In those days you had a party line.  This meant you shared the line with at least one other household; if they were using it you couldn’t, and vice versa.  This usually worked out all right, but in 1988 I found that the party line household were deliberately leaving their phone “off the hook” so that I couldn’t use the line.  Whenever I picked up, there was the sound of their domesticity; I shouted, I even blew a whistle, but they were obviously enjoying it.  It took days before the phone company could do anything about it.

I started getting obscene phone calls.  Of course, when I dialled 1471, it was “number withheld”.  The crunch came when I got home from work to a long, obscene message on my answerphone, which I had to play before I could delete it.  I asked the phone company to block my line to anonymous calls; they warned me that it could cause problems if institutions like hospitals or the police wanted to call me, but I decided that in case of emergency they could get round it.  I did discover that some people routinely block their number even on innocent phone calls.  I was standing for election once, and a resident was very indignant that he couldn’t phone me without disclosing his number.

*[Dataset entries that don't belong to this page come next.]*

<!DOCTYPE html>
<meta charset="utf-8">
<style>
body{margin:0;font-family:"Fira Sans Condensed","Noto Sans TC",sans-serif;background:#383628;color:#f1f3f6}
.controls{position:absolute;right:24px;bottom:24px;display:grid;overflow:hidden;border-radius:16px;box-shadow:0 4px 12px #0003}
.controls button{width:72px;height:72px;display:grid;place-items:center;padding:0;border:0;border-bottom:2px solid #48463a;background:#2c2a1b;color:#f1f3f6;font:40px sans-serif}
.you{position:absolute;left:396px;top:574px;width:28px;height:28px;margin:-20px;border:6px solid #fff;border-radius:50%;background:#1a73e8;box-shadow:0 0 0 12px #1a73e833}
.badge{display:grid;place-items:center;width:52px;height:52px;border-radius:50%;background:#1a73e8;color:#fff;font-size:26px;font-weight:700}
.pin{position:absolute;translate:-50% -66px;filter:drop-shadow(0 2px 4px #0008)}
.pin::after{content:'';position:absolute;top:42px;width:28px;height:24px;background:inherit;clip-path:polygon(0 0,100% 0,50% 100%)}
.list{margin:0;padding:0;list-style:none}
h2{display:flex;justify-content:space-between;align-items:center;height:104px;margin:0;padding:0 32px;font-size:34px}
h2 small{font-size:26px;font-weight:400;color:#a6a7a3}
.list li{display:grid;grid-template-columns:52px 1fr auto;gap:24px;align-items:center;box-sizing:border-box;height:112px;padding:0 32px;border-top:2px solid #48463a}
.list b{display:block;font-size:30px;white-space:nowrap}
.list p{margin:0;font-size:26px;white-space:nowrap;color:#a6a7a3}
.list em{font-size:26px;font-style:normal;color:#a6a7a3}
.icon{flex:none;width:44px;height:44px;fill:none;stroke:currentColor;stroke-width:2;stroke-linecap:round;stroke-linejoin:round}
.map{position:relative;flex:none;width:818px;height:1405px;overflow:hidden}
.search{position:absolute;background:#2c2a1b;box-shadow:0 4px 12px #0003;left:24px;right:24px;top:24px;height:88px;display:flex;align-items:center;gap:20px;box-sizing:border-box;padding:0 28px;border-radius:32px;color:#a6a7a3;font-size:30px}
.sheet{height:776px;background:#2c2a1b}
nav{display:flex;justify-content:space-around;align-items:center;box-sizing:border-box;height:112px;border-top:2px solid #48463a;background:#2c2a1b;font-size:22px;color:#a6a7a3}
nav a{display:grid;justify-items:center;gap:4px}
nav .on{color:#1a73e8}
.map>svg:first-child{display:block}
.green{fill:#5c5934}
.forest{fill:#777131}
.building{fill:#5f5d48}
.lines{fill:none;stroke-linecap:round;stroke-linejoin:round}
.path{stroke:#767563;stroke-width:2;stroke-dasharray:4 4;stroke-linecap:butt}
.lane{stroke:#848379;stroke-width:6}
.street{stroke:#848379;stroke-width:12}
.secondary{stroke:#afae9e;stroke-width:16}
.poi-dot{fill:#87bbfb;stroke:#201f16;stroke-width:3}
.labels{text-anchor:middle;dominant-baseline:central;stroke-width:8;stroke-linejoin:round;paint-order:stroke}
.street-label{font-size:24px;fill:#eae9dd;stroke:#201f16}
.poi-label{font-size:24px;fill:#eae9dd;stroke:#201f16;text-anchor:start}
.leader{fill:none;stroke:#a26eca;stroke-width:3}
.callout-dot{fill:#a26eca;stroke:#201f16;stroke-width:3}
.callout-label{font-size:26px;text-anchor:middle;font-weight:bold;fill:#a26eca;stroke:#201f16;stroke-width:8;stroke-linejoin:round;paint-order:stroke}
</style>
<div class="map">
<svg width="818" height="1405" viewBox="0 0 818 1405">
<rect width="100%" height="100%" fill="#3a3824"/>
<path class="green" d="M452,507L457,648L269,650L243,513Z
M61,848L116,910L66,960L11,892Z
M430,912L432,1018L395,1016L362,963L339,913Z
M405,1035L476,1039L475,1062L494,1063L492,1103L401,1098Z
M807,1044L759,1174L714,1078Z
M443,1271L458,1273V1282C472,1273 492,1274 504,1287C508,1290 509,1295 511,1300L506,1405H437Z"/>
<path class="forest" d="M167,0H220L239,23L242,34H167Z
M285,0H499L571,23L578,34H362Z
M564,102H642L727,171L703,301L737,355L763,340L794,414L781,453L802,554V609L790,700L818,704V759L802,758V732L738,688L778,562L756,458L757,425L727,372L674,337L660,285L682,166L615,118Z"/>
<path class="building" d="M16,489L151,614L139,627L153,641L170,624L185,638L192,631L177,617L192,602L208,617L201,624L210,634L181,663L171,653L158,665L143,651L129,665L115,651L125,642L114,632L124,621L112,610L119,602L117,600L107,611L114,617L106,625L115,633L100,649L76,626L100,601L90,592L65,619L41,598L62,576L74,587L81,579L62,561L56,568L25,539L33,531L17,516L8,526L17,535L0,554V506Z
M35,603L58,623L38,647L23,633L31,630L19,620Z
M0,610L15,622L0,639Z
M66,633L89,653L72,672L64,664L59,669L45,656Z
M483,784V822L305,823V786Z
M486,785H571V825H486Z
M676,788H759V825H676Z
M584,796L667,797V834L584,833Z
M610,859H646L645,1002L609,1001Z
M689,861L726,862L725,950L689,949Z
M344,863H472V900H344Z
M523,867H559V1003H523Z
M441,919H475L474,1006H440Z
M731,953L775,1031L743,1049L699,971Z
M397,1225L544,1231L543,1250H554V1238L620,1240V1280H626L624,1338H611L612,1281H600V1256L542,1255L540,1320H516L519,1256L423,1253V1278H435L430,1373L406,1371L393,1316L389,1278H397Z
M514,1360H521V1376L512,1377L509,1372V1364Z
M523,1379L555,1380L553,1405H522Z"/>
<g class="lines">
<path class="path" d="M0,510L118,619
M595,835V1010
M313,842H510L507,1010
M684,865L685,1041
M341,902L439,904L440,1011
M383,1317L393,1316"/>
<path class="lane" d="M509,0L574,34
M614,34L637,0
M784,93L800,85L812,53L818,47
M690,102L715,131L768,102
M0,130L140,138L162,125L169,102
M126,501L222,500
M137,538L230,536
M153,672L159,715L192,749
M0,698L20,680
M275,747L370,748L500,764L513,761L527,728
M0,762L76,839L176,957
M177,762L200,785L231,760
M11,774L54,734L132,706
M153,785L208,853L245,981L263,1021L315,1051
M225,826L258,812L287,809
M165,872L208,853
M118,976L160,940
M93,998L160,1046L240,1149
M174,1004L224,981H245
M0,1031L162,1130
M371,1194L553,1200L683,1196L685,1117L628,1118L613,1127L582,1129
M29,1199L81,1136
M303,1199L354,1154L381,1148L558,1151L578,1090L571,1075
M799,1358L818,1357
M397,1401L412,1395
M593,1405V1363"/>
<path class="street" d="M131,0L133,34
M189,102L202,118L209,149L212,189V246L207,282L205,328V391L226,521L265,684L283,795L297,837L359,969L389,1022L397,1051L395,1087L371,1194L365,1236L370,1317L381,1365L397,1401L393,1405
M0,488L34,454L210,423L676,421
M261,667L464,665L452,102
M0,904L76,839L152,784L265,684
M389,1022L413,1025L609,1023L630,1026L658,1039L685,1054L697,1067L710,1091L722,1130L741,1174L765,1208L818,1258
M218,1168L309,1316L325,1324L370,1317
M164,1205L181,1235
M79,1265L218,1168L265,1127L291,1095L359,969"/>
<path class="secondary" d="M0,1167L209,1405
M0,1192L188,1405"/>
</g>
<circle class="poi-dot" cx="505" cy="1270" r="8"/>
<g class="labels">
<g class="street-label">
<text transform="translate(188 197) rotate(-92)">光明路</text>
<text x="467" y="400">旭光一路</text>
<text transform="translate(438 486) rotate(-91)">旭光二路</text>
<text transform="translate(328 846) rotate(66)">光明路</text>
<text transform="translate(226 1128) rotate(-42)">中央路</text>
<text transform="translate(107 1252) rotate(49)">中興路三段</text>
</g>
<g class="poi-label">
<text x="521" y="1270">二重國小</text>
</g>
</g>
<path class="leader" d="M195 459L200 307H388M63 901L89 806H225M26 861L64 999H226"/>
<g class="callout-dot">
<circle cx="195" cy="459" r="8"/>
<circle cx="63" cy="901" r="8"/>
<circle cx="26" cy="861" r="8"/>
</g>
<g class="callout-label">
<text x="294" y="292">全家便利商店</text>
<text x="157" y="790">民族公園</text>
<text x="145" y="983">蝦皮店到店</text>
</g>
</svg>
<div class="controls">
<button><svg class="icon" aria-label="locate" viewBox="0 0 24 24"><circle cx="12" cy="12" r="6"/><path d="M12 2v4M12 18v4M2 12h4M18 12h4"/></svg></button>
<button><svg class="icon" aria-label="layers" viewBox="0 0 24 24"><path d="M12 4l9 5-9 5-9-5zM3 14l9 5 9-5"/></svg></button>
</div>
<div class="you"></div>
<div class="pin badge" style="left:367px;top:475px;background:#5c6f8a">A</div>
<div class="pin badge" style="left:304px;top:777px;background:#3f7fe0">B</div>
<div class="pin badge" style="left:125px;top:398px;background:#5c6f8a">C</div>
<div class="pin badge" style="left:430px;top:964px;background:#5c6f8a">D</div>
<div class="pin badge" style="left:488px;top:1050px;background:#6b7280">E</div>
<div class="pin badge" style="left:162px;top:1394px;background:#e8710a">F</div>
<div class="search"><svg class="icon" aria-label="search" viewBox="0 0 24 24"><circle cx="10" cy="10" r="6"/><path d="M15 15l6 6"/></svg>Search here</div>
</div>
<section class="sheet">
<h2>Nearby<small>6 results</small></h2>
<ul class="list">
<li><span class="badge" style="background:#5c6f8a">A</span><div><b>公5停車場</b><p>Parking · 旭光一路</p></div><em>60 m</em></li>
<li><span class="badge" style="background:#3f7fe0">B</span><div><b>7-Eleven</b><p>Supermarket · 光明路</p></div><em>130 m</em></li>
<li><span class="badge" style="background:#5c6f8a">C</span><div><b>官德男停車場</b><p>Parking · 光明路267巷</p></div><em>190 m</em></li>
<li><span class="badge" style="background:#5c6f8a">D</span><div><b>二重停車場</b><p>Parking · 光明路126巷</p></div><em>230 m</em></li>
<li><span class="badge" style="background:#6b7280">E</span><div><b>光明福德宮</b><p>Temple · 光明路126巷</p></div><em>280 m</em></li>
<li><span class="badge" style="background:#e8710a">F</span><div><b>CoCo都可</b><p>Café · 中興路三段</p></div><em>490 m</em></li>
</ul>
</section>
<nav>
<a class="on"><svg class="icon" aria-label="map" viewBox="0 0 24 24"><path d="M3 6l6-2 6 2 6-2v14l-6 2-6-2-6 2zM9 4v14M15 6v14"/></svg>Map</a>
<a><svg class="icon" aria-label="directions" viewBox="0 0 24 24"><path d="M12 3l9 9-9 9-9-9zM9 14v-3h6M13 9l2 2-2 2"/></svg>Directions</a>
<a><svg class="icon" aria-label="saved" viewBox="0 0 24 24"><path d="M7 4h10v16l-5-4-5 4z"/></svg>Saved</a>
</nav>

The next step was to go for TPS.  I was reluctant to do it, but I was getting more and more of those annoying sales calls.  Since going TPS (I don’t know how one expresses that elegantly) I’ve only had a couple of sales calls (including from my own phone provider) and I’ve been able to complain successfully about them.  But there’s one annoyance that even TPS can’t stop; the scam calls from overseas.  Your caller display shows “external call (out of area)”.  If you answer it there will be a short silence and then a female American voice kicks in with, “Congratulations!”  I rarely let it go further than that.  I’ve learned that the quickest way of dealing with it is to press the call button and then immediately press the off button.  But these calls can happen daily, often several times a day, for a week at a time.  Why are we helpless to do anything about them?  Why is it possible for these computerised crooks to cause annoyance, and real distress to vulnerable people, with nothing to stop them?  They must be making enough out of it to make it worthwhile, by inducing people to send money.  Is anything being done to trace them?